What is needed
Complete, exact copies of all entries are needed.

Data shown
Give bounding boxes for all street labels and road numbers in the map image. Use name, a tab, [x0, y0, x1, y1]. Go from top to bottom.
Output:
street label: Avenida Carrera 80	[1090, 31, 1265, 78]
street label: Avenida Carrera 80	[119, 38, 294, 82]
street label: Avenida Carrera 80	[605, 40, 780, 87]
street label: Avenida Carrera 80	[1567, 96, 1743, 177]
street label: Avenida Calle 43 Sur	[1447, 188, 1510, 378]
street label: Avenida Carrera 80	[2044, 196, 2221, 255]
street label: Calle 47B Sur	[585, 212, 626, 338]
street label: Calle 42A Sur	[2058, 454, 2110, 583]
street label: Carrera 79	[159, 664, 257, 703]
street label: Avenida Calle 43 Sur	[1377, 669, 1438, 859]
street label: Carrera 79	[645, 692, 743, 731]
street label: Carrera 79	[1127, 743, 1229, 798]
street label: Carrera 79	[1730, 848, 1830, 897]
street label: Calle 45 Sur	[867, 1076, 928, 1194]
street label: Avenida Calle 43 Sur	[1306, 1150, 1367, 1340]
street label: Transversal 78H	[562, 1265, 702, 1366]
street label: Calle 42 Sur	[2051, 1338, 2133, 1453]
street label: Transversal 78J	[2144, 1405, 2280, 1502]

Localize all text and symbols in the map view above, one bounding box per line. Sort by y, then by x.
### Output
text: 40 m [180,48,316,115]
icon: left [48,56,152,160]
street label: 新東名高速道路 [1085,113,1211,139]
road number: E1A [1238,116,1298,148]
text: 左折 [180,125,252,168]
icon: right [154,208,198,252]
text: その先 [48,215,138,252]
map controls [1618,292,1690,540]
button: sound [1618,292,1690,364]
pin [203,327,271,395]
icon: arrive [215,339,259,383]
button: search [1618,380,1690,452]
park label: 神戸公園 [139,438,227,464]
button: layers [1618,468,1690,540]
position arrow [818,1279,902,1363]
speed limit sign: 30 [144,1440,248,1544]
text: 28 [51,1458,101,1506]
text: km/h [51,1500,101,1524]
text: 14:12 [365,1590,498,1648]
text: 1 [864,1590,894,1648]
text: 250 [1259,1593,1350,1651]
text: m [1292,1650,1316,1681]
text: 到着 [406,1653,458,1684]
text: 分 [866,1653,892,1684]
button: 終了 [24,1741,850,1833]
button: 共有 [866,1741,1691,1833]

Task answer
Give bounding boxes for all street labels and road numbers in the map image. Use name, a tab, [x0, y0, x1, y1]. Go from top to bottom.
Output:
street label: Avenida Carrera 80	[1090, 31, 1265, 78]
street label: Avenida Carrera 80	[119, 38, 294, 82]
street label: Avenida Carrera 80	[605, 40, 780, 87]
street label: Avenida Carrera 80	[1567, 96, 1743, 177]
street label: Avenida Calle 43 Sur	[1447, 188, 1510, 378]
street label: Avenida Carrera 80	[2044, 196, 2221, 255]
street label: Calle 47B Sur	[585, 212, 626, 338]
street label: Calle 42A Sur	[2058, 454, 2110, 583]
street label: Carrera 79	[159, 664, 257, 703]
street label: Avenida Calle 43 Sur	[1377, 669, 1438, 859]
street label: Carrera 79	[645, 692, 743, 731]
street label: Carrera 79	[1127, 743, 1229, 798]
street label: Carrera 79	[1730, 848, 1830, 897]
street label: Calle 45 Sur	[867, 1076, 928, 1194]
street label: Avenida Calle 43 Sur	[1306, 1150, 1367, 1340]
street label: Transversal 78H	[562, 1265, 702, 1366]
street label: Calle 42 Sur	[2051, 1338, 2133, 1453]
street label: Transversal 78J	[2144, 1405, 2280, 1502]

Localize all text and symbols in the map view above, one bounding box per line. Sort by y, then by x.
### Output
text: 40 m [180,48,316,115]
icon: left [48,56,152,160]
street label: 新東名高速道路 [1085,113,1211,139]
road number: E1A [1238,116,1298,148]
text: 左折 [180,125,252,168]
icon: right [154,208,198,252]
text: その先 [48,215,138,252]
map controls [1618,292,1690,540]
button: sound [1618,292,1690,364]
pin [203,327,271,395]
icon: arrive [215,339,259,383]
button: search [1618,380,1690,452]
park label: 神戸公園 [139,438,227,464]
button: layers [1618,468,1690,540]
position arrow [818,1279,902,1363]
speed limit sign: 30 [144,1440,248,1544]
text: 28 [51,1458,101,1506]
text: km/h [51,1500,101,1524]
text: 14:12 [365,1590,498,1648]
text: 1 [864,1590,894,1648]
text: 250 [1259,1593,1350,1651]
text: m [1292,1650,1316,1681]
text: 到着 [406,1653,458,1684]
text: 分 [866,1653,892,1684]
button: 終了 [24,1741,850,1833]
button: 共有 [866,1741,1691,1833]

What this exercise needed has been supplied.